12. I heard some time ago of a minister who called to see a poor man who was dying, but he was not able to gain admittance; he called the next morning, and some idle excuse was made so that he could not see him; he called again the next morning, but he was still refused; he went on until he called twenty times in vain, but on the twenty-first occasion he was permitted to see the sufferer, and by God’s grace he saved a soul from death. “Why do you tell your child a thing twenty times?” asked someone of a mother. “Because,” she said, “I find nineteen times is not enough.” Now, when a soul is to be ploughed, it may so happen that hundreds of furrows will not do it. What then? Why, plough all day until the work is done. Whether you are ministers, missionaries, teachers, or private soul winners, never grow weary, for your work is noble, and its reward is infinite. The grace of God is seen in our being permitted to engage in such holy service; it is greatly magnified in sustaining us in it, and it will be pre-eminently conspicuous in enabling us to hold out until we can say, “I have finished the work which you gave me to do.”

13. We prize what costs us labour and service, and we shall set all the higher value on the saved ones when the Lord grants them to our efforts. It is good for us to learn the value of our sheaves by going out weeping to the sowing. When you think of the ploughman’s ploughing all day, be moved to plod on in earnest efforts to win souls. Seek: — 

 

   With cries, entreaties, tears to save

   And snatch them from the fiery wave.

 

Does the ploughman plough all day for a little bit of oats or barley, and will you not plough all day for souls that shall live for ever, if saved, to adore the grace of God, or shall live for ever, if unsaved, in outer darkness and woe? Oh! by the terrors of the wrath to come, and the glory that is to be revealed, gird up your loins, and plough all day.

14. I would ask all the members of our churches to keep their hands on the gospel plough, and their eyes straight before them. “Does the ploughman plough all day?” Let Christians do the same. Start close to the hedge, and go right down to the end of the field. Plough as close to the ditch as you can, and leave small headlands. Even though there are fallen women, thieves, and drunkards in the slums around, do not neglect any of them; for if you leave a stretch of land to the weeds, they will soon spread among the wheat. When you have gone right to the end of the field once, what shall you do next? Why, just turn around, and make for the place you started from. And so when you have been up and down, what next? Why, up and down again. And what next? Why, up and down again. You have visited that district with tracts; do it again, fifty-two times in the year — multiply your furrows. We must learn how to continue in well-doing. Your eternal destiny is to go on doing good for ever and ever, and it is good to go through a rehearsal here. So just plough on, plough on, and look for results as the reward of continued perseverance. Ploughing is not done with a skip and a jump: the ploughman ploughs all day. Dash and flash are all very fine in some things, but not in ploughing: there the work must be steady, persistent, regular. Certain people soon give it up; it wears out their gloves, blisters their soft hands, tires their bones, and makes them eat their bread rather more in the sweat of their face than they care for. Those whom the Lord fills with his grace will keep on with their ploughing year after year, and truly I say to you, they shall have their reward. “Does the ploughman plough all day?” Then let us do the same, being assured that one day every hill and valley shall be tilled and sown, and, every desert and wilderness shall yield a harvest for our Lord, and the angel reapers shall descend, and the shouts of the harvest home shall fill both earth and heaven.

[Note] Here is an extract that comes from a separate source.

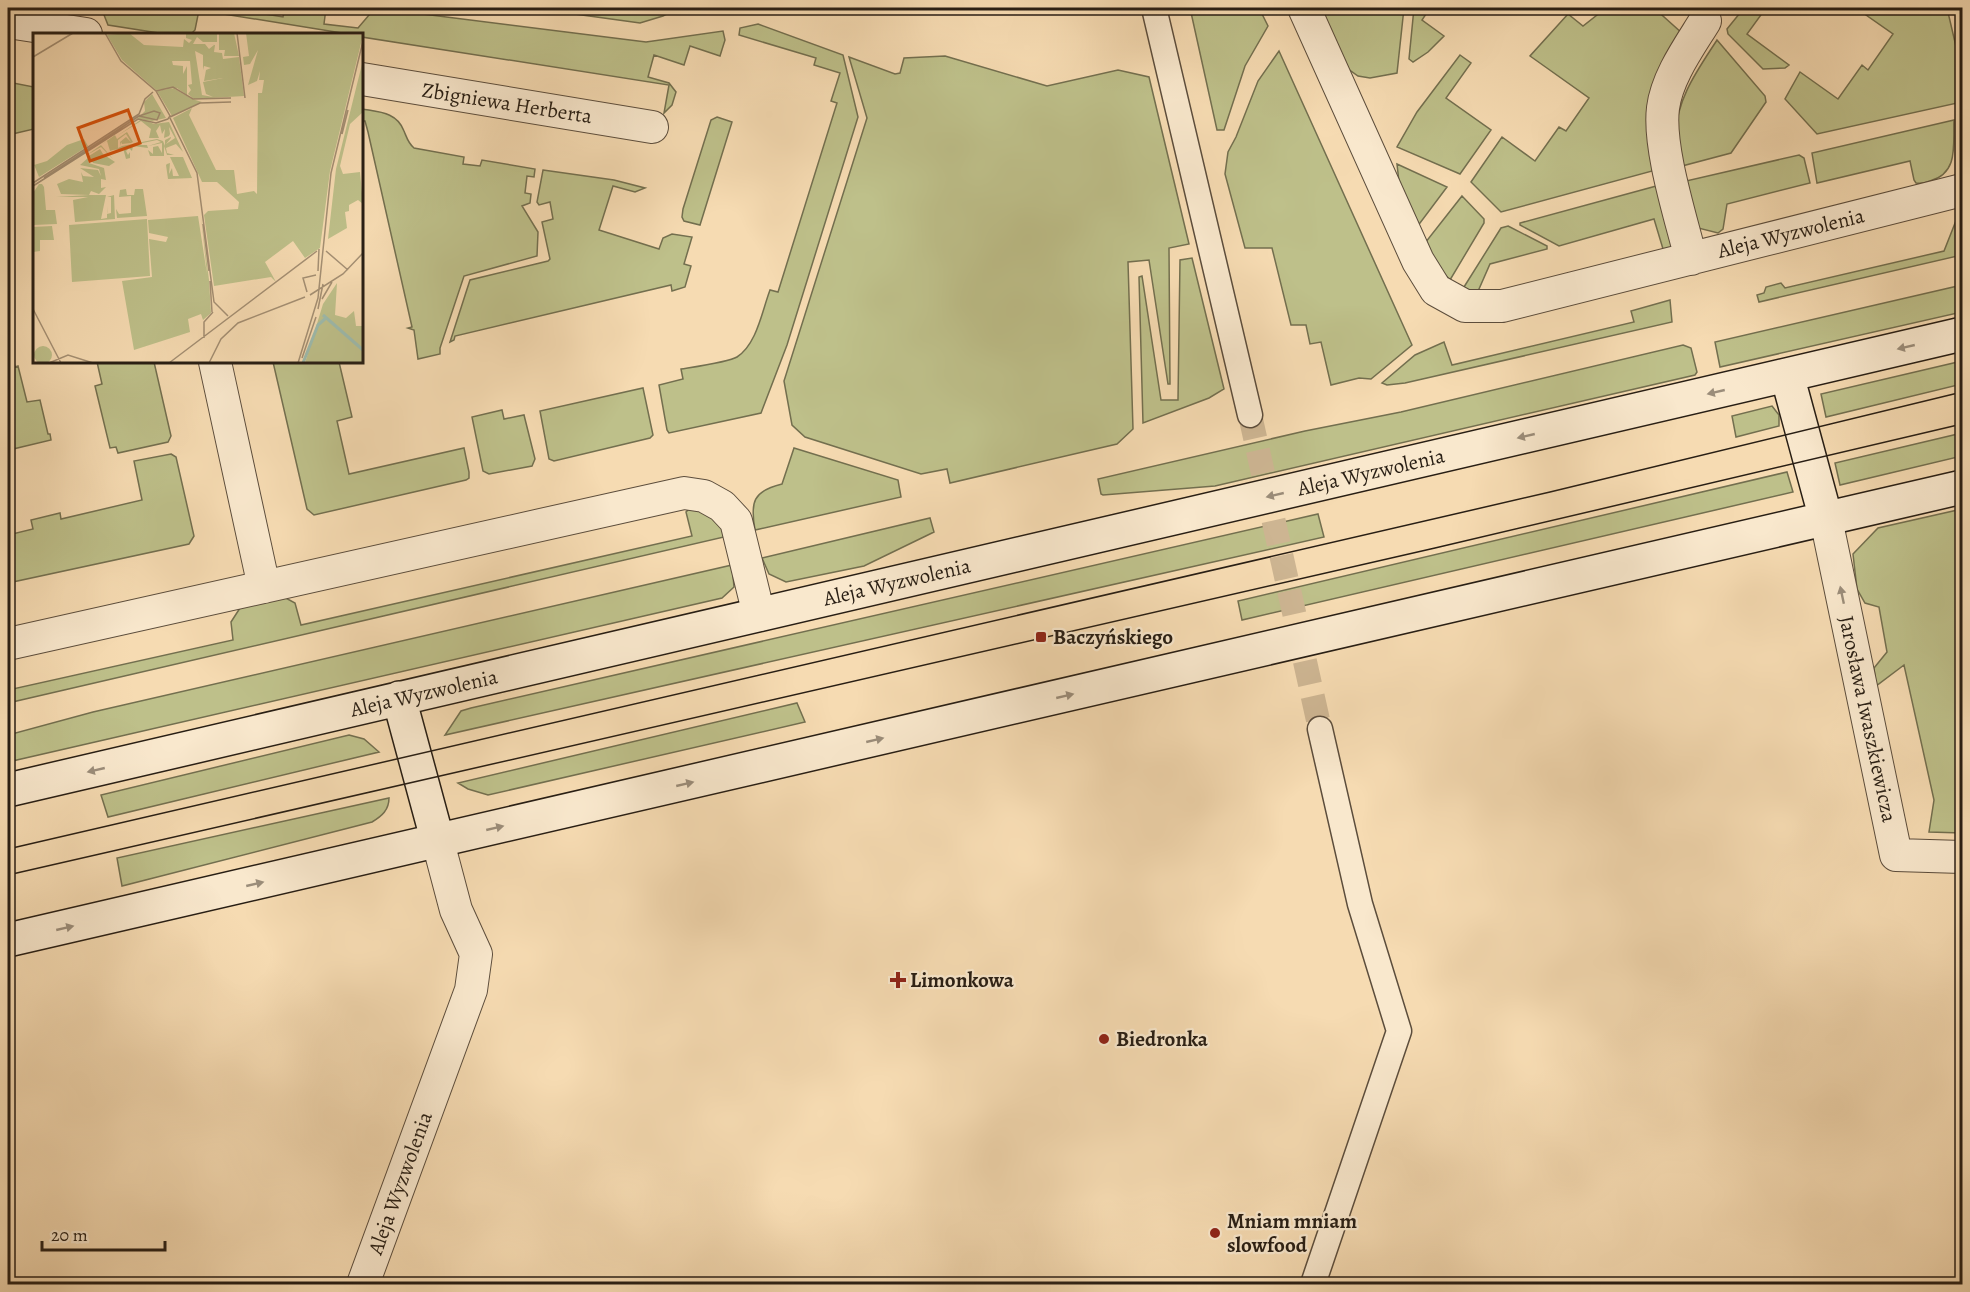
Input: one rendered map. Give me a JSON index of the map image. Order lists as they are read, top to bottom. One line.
{"streets":{"main road":["Aleja Wyzwolenia"],"street":["Zbigniewa Herberta","Jarosława Iwaszkiewicza"]},"one_way":["Jarosława Iwaszkiewicza"],"places":{"transit":["Baczyńskiego"],"health":["Limonkowa"],"other":["Biedronka","Mniam mniam slowfood"]},"scale_bar":"20 m"}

15. II. But, now, somewhat briefly: — THE TEXT MAY BE ANSWERED IN THE NEGATIVE.

16. “Does the ploughman plough all day to sow?” No, he does not always plough. After he has ploughed, he breaks the clods, sows, reaps, and threshes. In the chapter before us you will see that other works of husbandry are mentioned. The ploughman has many other things to do besides ploughing. There is an advance in what he does; this teaches us that there is the same thing on God’s part, and there should be the same thing on ours.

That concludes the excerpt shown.